Комарова подумала, что, если быстро добежать до двери и выскочить во двор, мать, может быть, их и правда не поймает, но убежать казалось почему-то страшнее, чем остаться. Олеся Иванна как-то попеняла Наталье на то, что та лупит почем зря своих детей, а когда Наталья огрызнулась, обозвав Олесю раскрашенной бэ, к которой таскаются все мужики в поселке, и ее Мишка бы таскался, если бы всё на свете не пропил, Олеся бросила ей в лицо «ведьму», и они чуть не подрались, но люди их разняли и увели плачущую Наталью на улицу. Сейчас мать и правда была похожа на ведьму: худющая, растрепанная, в старом замызганном сарафане, стоящая, растопырив руки и сотрясаясь в рыданиях, посреди захламленного коридора.

– Сволочи! Им на родную мать плевать, им чужие люди дороже родной матери! Ну, что вы молчите обе?! Отвечайте!

– Мам, только не бей… – шепотом сказала Комарова. – Не бей, пожалуйста…

Наталья подскочила к ней и с размаху больно хлестнула по лицу ладонью. Ленка отпрянула в сторону, прижалась к стене и попыталась закрыться руками, но мать вцепилась ей и Комаровой в волосы и принялась таскать их по всей прихожей, ругая сволочами и проститутками.

– Мама, не бей! – Ленка пыталась вырваться и забиться в угол, где кучей была свалена старая обувь и газеты. – Мама, больно!

Была бы жива бабка, она бы их защитила: она всегда их защищала, а потом еще утешала мать, – изругав детей, та всегда бежала на кухню, садилась за стол, подперев лоб ладонями, так что видны были только спутанные светлые волосы, из-под которых раздавались прерывистые глухие всхлипы. Бабка пододвигала стул, подсаживалась рядом, гладила мать по вздрагивавшей от рыданий худой спине и монотонно повторяла: «Ничего, доча, все пройдет, ты поплачь, поплачь, все, доча, проходит, это ничего, ты терпи, ты плачь, слезы лечат, все проходит, и это пройдет». Мать молча всхлипывала, трясла головой, иногда только начинала выговаривать бабке, что та ничего не понимает, что в городе у нее могло быть все, карьера могла быть, нормальная семья, а здесь ничего никогда не будет.

– Ты поплачь и забудь, доча, – твердила свое бабка. – Посмотри, какие у тебя дети, а что Мишка дурак – наплюй, главное, дети, у них вся жизнь впереди, тебе нужно о них думать, поплачь и забудь…

Устав, мать наконец отпустила их, отвернулась и пошла, сгорбившись и чуть пошатываясь, в дом.
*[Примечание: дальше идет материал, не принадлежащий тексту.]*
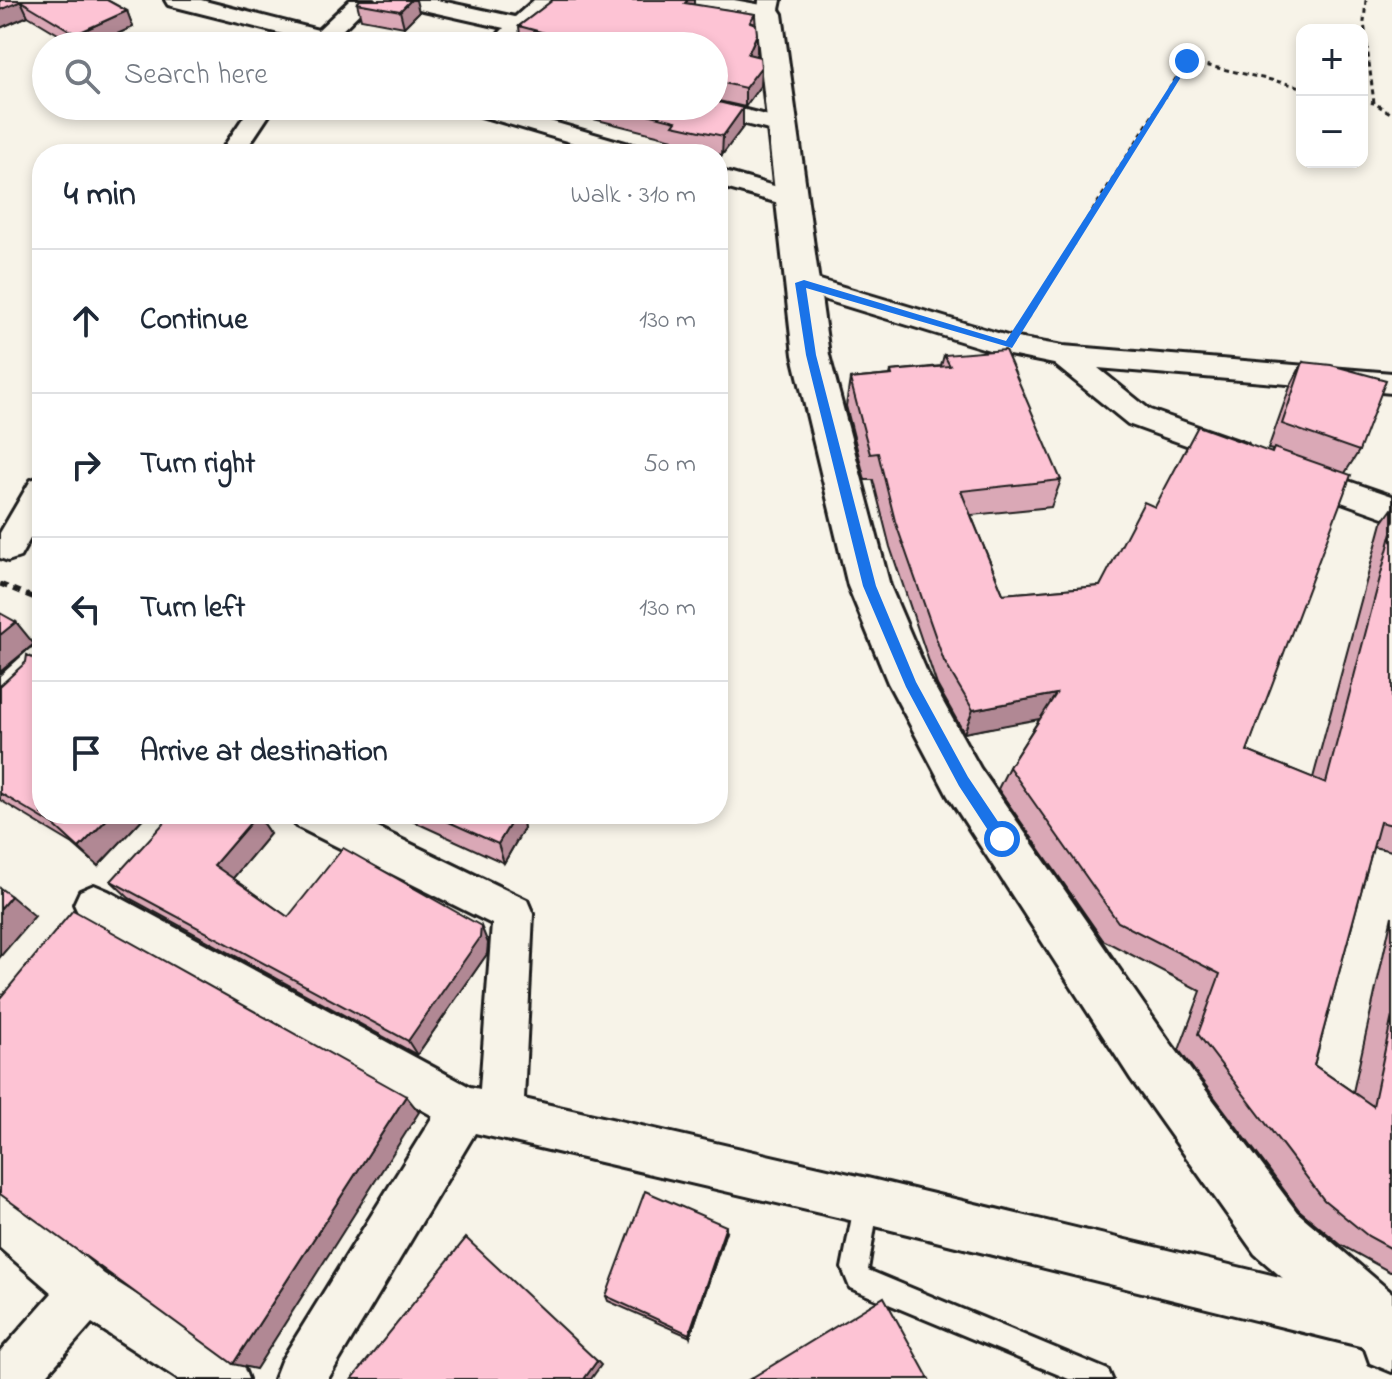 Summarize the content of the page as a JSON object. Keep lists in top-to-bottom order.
{
  "page": {
    "map_buttons": ["+", "−"],
    "search": "Search here",
    "heading": ["4 min", "Walk · 310 m"],
    "list": [
      ["Continue", "130 m"],
      ["Turn right", "50 m"],
      ["Turn left", "130 m"],
      "Arrive at destination"
    ]
  }
}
Комарова сидела на полу, глядя ей вслед; когда мать скрылась в комнате и звякнула дверным крючком, провела рукой по голове и почувствовала под пальцами липкую влагу. Отдернув руку, она поплевала на пальцы и потерла.
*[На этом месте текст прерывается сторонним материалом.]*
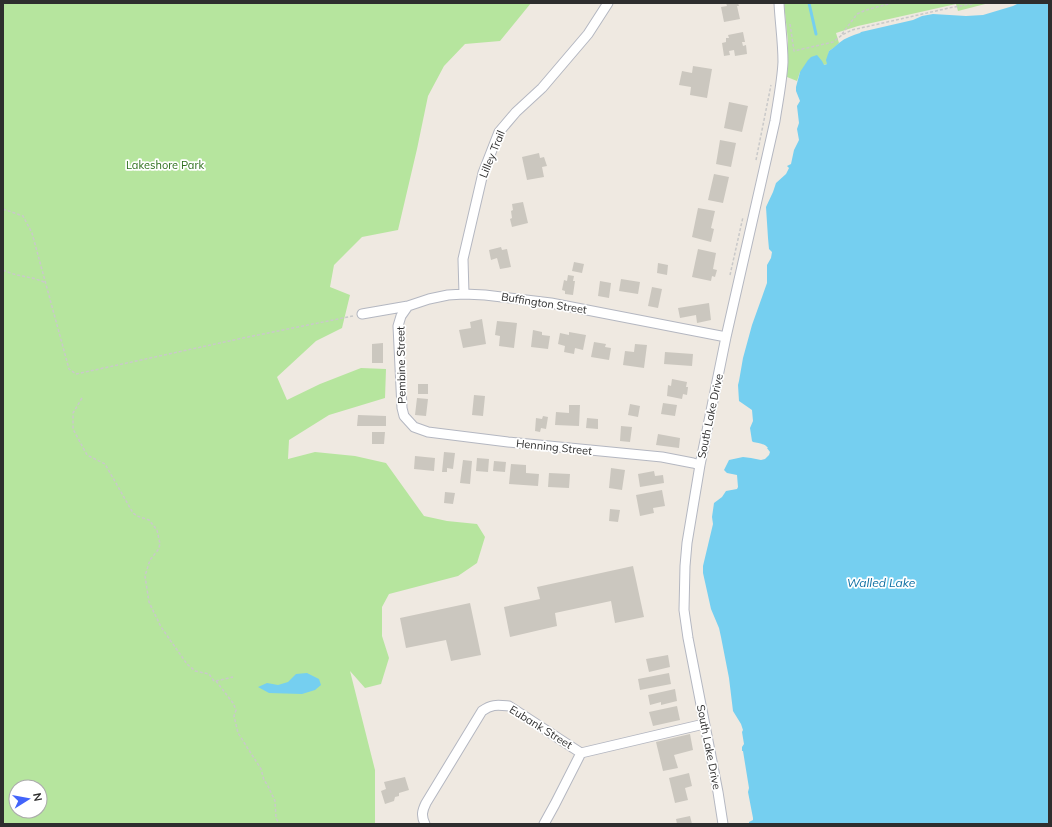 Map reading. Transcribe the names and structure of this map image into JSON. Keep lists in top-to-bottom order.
{
  "streets": {
    "street": [
      "Lilley Trail",
      "Buffington Street",
      "Pembine Street",
      "South Lake Drive",
      "Henning Street",
      "Eubank Street"
    ]
  },
  "crossings": [
    ["Lilley Trail", "Buffington Street"],
    ["Buffington Street", "Pembine Street"],
    ["Buffington Street", "South Lake Drive"],
    ["Pembine Street", "Henning Street"],
    ["South Lake Drive", "Henning Street"],
    ["South Lake Drive", "Eubank Street"]
  ],
  "water": ["Walled Lake"],
  "parks": ["Lakeshore Park"],
  "north": "right"
}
– Ка-ать… – позвала из своего угла Ленка. – Сильно больно?..

– Да так… – Комарова еще раз осторожно потрогала голову. – К доске какой-то приложилась.

Ленка выбралась из угла и подошла к сестре.
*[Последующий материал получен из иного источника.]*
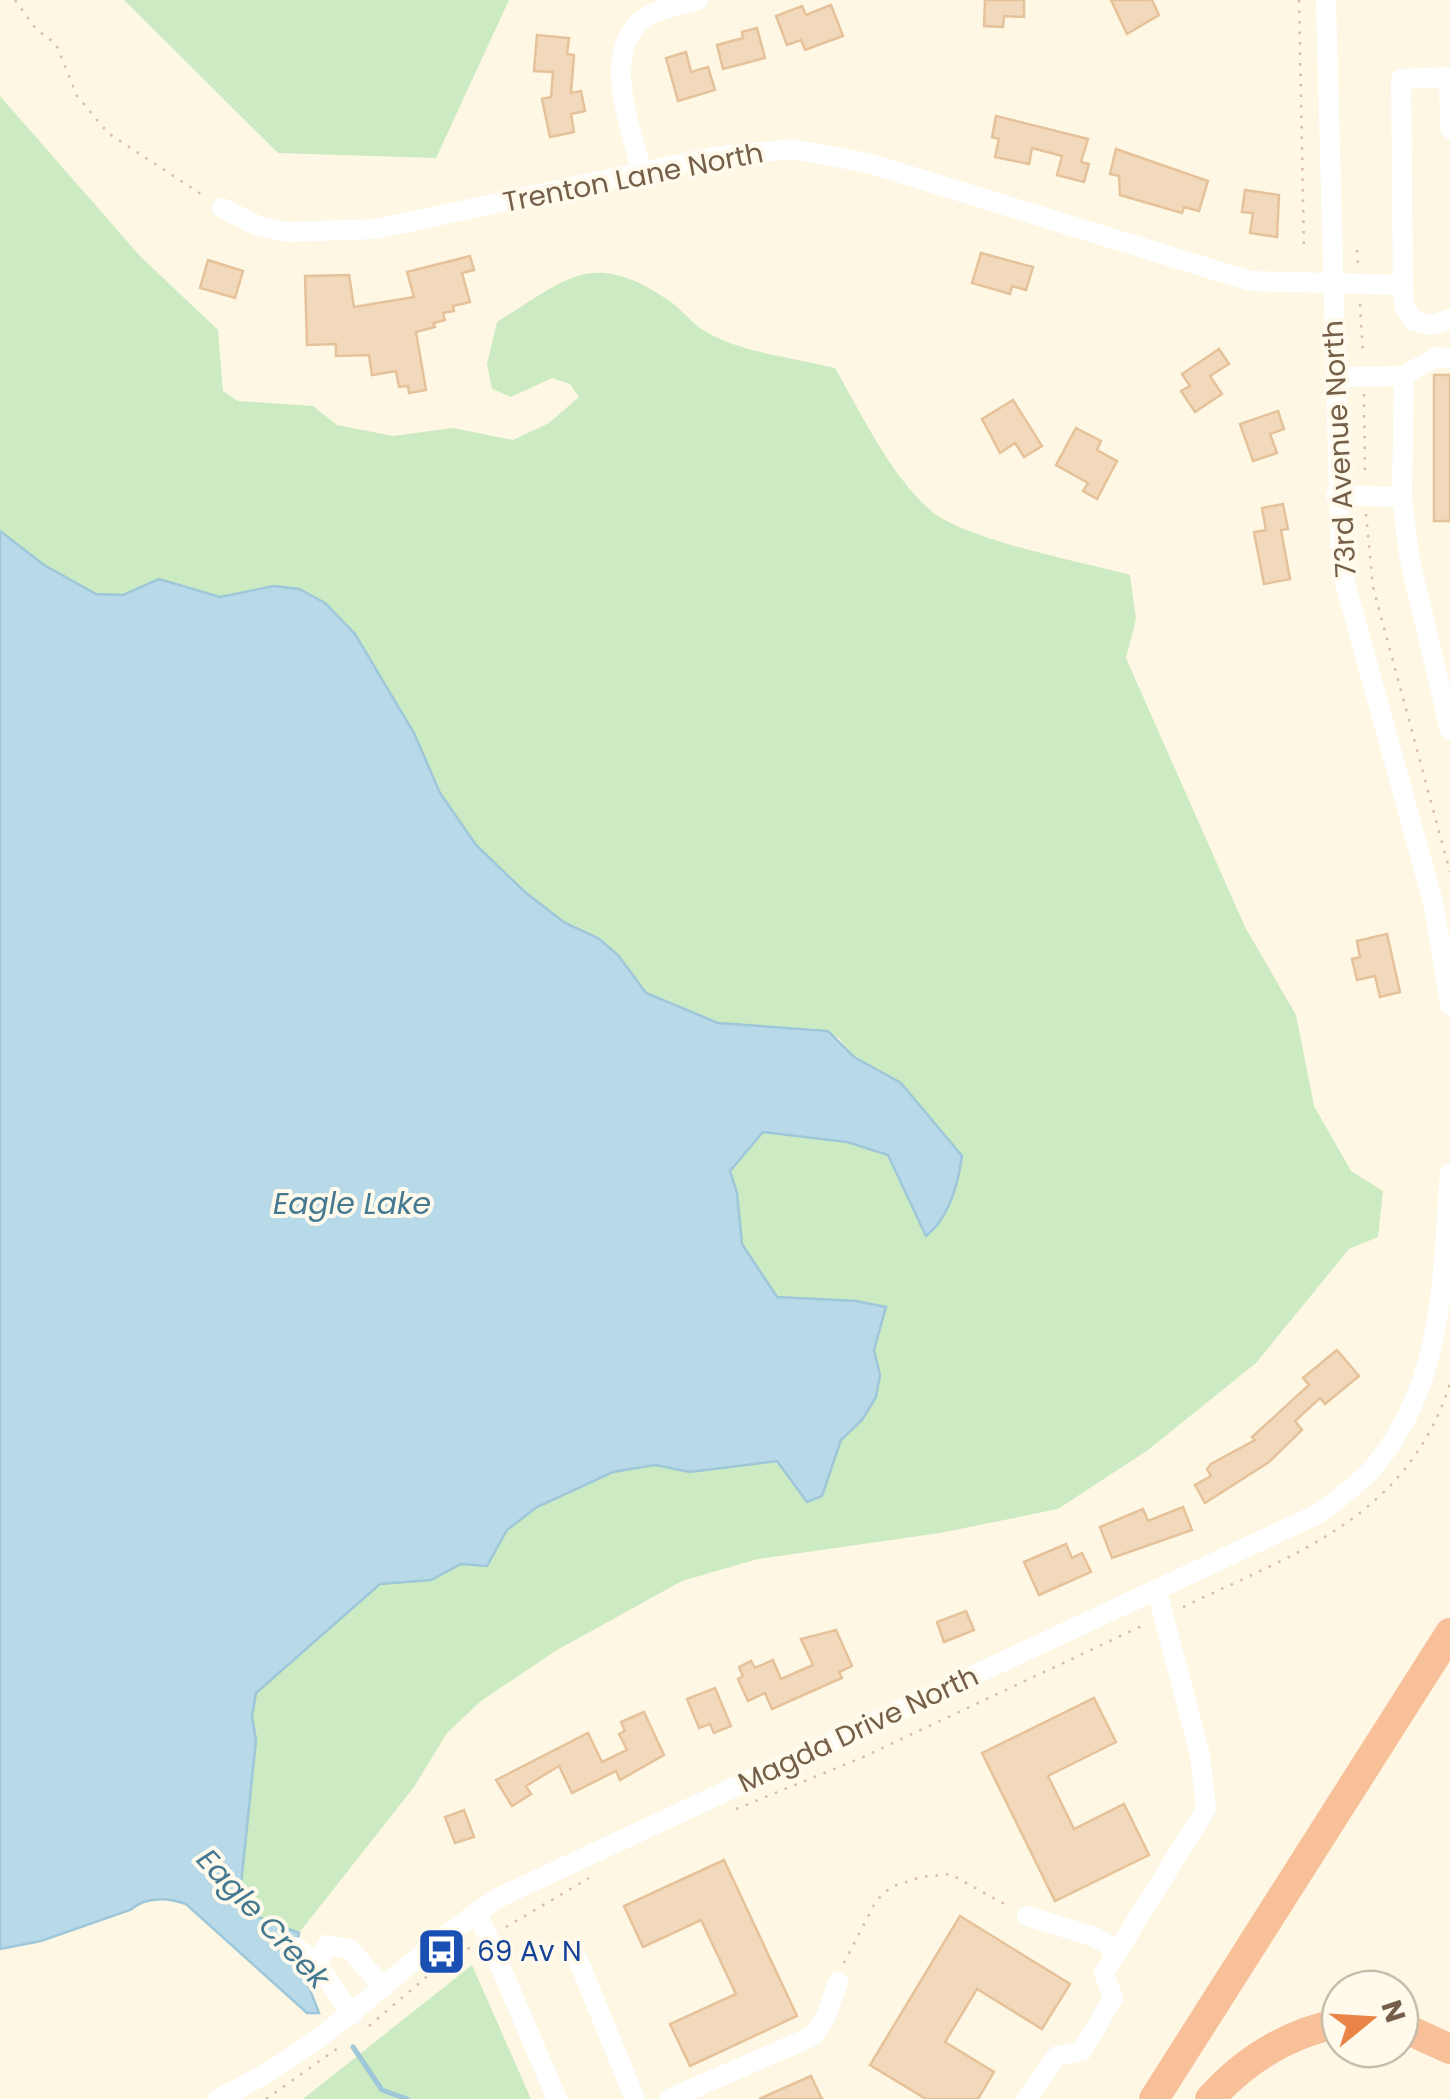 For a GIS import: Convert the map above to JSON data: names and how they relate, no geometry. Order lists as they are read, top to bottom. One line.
{"streets":{"street":["Trenton Lane North","73rd Avenue North","Magda Drive North"]},"crossings":[["Trenton Lane North","73rd Avenue North"]],"water":["Eagle Lake","Eagle Creek"],"places":{"bus stop":["69 Av N"]},"north":"right"}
– Кать, ты прости меня, а…

– Да ладно, чего теперь. Помнишь, бабка говорила: «чему быть – того не миновать».

– Ага. – Ленка присела рядом на корточки. – Это она про своего первого мужа так говорила.

Бабкин первый муж после войны работал на станции грузчиком, был, как рассказывала бабка, хороший и красивый мужик (в ее понимании это значило «высокий»), но много пил, и люди не раз говорили ему, что рано или поздно он заснет на путях и попадет под поезд, а он только смеялся и отмахивался. Под поезд он действительно не попал, только поехал однажды по какому-то делу в город, и там его задавило трамваем (бабка говорила «транваем» и очень обижалась, когда старшая Комарова ее поправляла). Она часто повторяла, что под трамвай он попал трезвый, потому что в поездках как раз никогда не пил. Второй бабкин муж, от которого у нее родился комаровский отец и которого Комаровы тоже не знали, с войны возвратился без правой руки, но и одной левой ему хватало, чтобы таскать жену за волосы по всему двору и бить о стену дома: бабка как-то раз показала Комаровой темное пятно на одном из бревен и сказала, что это след от ее разбитой головы. Комарова ответила, что лучше бы это его задавило в городе трамваем, и бабка заплакала.